İnsanların günde beş altı saat sosyal medyada vakit geçirdiğini söyleyen Prof. Dr. Yavuz Selvi “Biz sosyal medyayı değil, sosyal medya bizi kullanıyor” dedi.
Selçuk Üniversitesi Tıp Fakültesi Psikiyatri Ana Bilim Dalı Başkanı Prof. Dr. Yavuz Selvi, sosyal medyada çok uzun süreler geçirildiğini belirterek, “Sosyal medyanın ortak bir tepki oluşturmak gibi çok güzel, çok doğru yararlı tarafları var ama yararlı tarafları yerine sosyal medyayı bir zaman geçirici, bir oyalayıcı olarak görüyoruz. Başlangıçta yarım saat, 1 saat vakit geçirdiğimiz yer, artık 5-6 saat şeklinde uzun vakitler oluyor. Bu da demek oluyor ki biz sosyal medyayı değil, sosyal medya bizi kullanıyor” dedi.

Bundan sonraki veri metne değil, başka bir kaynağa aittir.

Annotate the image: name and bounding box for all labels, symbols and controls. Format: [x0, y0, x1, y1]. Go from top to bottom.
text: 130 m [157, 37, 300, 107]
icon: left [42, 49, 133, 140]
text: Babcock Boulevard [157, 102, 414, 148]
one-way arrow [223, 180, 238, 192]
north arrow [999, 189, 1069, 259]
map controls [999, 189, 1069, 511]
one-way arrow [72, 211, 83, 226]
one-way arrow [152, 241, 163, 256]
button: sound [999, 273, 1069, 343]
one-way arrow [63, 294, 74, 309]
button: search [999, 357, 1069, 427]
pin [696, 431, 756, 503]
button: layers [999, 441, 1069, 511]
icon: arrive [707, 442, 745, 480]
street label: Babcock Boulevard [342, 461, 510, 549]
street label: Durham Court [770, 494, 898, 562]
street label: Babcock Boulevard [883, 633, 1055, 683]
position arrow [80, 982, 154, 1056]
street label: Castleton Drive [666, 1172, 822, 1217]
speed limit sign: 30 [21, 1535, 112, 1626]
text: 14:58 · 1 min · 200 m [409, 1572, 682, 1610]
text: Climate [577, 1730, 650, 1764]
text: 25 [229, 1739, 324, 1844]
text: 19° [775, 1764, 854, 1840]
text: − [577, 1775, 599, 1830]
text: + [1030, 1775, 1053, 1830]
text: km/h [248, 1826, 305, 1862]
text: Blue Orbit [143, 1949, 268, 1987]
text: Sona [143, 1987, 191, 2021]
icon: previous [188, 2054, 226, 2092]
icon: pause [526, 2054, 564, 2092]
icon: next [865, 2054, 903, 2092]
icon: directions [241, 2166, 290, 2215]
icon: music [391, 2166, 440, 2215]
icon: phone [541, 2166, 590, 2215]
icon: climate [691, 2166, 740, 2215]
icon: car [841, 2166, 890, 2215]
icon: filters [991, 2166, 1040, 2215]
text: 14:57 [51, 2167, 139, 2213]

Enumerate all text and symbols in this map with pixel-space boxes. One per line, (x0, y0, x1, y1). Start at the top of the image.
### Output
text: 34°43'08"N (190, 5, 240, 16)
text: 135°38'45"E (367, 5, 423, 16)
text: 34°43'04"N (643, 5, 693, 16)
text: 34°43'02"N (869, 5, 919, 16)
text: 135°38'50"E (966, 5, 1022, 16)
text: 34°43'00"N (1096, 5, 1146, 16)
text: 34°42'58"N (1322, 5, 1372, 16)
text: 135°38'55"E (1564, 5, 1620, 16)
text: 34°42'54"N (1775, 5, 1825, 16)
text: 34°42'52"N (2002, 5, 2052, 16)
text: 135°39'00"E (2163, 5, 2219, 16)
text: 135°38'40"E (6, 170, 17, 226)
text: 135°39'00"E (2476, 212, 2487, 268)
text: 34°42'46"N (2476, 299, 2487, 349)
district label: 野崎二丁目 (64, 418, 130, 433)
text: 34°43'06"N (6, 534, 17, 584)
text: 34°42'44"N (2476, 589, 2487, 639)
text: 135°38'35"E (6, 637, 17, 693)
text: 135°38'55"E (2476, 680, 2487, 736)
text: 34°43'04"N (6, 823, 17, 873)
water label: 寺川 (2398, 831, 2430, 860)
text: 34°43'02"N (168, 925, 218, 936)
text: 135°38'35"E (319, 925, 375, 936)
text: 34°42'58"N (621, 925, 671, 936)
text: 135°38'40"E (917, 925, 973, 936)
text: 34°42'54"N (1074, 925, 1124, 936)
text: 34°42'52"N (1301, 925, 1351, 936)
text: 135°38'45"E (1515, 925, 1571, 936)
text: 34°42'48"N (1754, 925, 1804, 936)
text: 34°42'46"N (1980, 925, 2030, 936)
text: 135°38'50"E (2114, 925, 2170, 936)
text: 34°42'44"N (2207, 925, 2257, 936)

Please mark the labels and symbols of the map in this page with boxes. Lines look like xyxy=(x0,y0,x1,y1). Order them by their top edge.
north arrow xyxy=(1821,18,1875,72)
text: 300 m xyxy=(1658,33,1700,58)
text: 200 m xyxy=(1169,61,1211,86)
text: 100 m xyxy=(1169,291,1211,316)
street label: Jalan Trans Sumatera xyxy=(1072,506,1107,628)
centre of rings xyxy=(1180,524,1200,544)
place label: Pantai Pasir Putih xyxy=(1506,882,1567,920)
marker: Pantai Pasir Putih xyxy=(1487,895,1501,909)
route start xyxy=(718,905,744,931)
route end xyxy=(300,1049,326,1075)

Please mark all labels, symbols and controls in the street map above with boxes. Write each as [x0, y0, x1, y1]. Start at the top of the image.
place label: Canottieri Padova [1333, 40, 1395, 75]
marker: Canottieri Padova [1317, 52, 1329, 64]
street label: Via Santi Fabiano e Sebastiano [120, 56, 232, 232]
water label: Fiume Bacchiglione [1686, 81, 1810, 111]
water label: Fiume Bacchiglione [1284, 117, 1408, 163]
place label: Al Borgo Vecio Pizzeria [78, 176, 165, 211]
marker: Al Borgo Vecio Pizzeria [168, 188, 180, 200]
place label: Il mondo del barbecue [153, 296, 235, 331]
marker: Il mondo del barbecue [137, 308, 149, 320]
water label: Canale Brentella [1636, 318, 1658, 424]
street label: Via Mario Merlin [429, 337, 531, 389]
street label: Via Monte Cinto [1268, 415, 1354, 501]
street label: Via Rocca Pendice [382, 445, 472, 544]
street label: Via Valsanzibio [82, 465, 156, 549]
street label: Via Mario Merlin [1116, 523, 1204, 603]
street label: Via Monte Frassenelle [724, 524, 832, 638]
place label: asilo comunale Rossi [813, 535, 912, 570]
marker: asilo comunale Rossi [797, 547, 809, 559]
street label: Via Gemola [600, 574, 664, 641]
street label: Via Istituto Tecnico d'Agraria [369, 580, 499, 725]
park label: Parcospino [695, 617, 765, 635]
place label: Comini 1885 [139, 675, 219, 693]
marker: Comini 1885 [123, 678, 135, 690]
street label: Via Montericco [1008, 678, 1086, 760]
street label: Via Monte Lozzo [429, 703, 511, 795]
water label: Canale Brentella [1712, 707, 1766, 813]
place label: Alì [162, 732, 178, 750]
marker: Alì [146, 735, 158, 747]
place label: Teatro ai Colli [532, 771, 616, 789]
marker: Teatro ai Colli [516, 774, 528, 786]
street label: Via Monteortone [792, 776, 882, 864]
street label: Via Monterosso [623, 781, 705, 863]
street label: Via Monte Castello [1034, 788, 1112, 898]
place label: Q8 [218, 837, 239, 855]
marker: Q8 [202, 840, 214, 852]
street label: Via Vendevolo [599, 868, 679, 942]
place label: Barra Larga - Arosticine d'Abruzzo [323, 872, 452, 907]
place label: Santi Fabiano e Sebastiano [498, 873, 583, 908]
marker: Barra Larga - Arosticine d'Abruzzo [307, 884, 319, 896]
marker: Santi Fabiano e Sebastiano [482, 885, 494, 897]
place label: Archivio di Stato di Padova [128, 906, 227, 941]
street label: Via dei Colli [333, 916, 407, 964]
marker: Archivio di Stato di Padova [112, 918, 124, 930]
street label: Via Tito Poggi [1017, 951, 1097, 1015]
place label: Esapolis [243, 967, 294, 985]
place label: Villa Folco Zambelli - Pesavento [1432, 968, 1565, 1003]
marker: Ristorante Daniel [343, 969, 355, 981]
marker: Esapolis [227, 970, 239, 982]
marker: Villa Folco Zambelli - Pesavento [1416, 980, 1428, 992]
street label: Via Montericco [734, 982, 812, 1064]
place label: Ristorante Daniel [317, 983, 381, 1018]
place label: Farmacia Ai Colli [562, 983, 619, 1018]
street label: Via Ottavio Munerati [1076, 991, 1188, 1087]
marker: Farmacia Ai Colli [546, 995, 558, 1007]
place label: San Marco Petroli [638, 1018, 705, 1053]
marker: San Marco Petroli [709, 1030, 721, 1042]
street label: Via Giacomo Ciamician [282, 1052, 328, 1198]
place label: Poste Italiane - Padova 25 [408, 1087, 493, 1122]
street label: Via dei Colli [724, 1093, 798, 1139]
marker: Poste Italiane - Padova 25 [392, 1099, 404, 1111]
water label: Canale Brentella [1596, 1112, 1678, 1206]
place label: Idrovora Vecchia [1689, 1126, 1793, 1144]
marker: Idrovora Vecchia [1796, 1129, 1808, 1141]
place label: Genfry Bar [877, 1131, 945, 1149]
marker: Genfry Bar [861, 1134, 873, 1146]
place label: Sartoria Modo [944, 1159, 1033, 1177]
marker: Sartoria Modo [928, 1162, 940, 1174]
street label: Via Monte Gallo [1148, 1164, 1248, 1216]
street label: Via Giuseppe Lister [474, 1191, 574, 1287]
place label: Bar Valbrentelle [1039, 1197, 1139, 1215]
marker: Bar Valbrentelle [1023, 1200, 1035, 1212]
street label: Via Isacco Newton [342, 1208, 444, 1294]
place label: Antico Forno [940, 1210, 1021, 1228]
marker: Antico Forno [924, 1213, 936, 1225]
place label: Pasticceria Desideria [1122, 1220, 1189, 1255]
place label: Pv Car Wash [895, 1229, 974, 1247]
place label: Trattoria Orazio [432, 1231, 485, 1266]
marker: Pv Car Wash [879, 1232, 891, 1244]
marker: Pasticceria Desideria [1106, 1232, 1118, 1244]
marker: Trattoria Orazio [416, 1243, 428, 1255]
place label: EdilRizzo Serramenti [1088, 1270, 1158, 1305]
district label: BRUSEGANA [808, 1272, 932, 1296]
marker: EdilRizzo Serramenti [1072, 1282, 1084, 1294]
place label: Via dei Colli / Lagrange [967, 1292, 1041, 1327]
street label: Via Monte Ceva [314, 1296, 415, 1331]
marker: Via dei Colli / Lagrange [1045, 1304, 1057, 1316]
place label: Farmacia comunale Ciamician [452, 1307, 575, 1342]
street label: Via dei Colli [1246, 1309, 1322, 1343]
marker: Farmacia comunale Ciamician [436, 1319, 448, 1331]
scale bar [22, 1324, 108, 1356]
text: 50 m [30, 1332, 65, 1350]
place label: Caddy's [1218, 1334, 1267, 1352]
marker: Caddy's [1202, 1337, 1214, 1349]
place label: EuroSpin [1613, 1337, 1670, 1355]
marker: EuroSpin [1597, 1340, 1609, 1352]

Sosyal medyanın beğenilme duygusunu ön plana çıkardığını kaydeden Prof. Dr. Selvi, “Hem görünmek hem göstermek hem beğenilmek bütün bunlar birleştiğinde artık merak duygusunun önüne geçilmiyor. Yeni hesaplar açılıyor, diğer hesaplar takip ediliyor ve sürekli olarak haber alma isteği oluyor. İşte bu istek ve arzu, merak gösterme, dikizleme, röntgenleme, belki de beğenir mi arzuları insanı gerçek kimliğinden uzaklaştırıyor. Daha yapay, daha geçici duygular, daha karışık bir kişilik yapısı ortaya çıkarıyor” ifadelerini kullandı. Sosyal medyanın sosyal olmadığının altını çizen Prof. Dr. Selvi, sosyalleşmek için girilen internetin bir süre sonra kimlikleri ve duyguları aşındırdığını kaydetti. Sosyal medyanın mutlu etmediğini ve geçici olarak rahatlama duygusu oluşturduğunu vurgulayan Prof. Dr. Yavuz Selvi şunları kaydetti: “Sosyal medyadaki beğeni ve takipçi sayısı bir noktada insanları heyecanlandırabiliyor, geçici mutluluk verebiliyor. Fakat bu gerçek bir mutluluk değil, çünkü bir süre sonra artık o anlık aldığın zevk yetmiyor. Daha fazla beğenilme, daha fazla takipçi için daha farklı davranmaya, daha absürt şeyler yapmaya başlanılıyor. Bir dönem sonra o kişilikte zafiyetler oluşuyor.”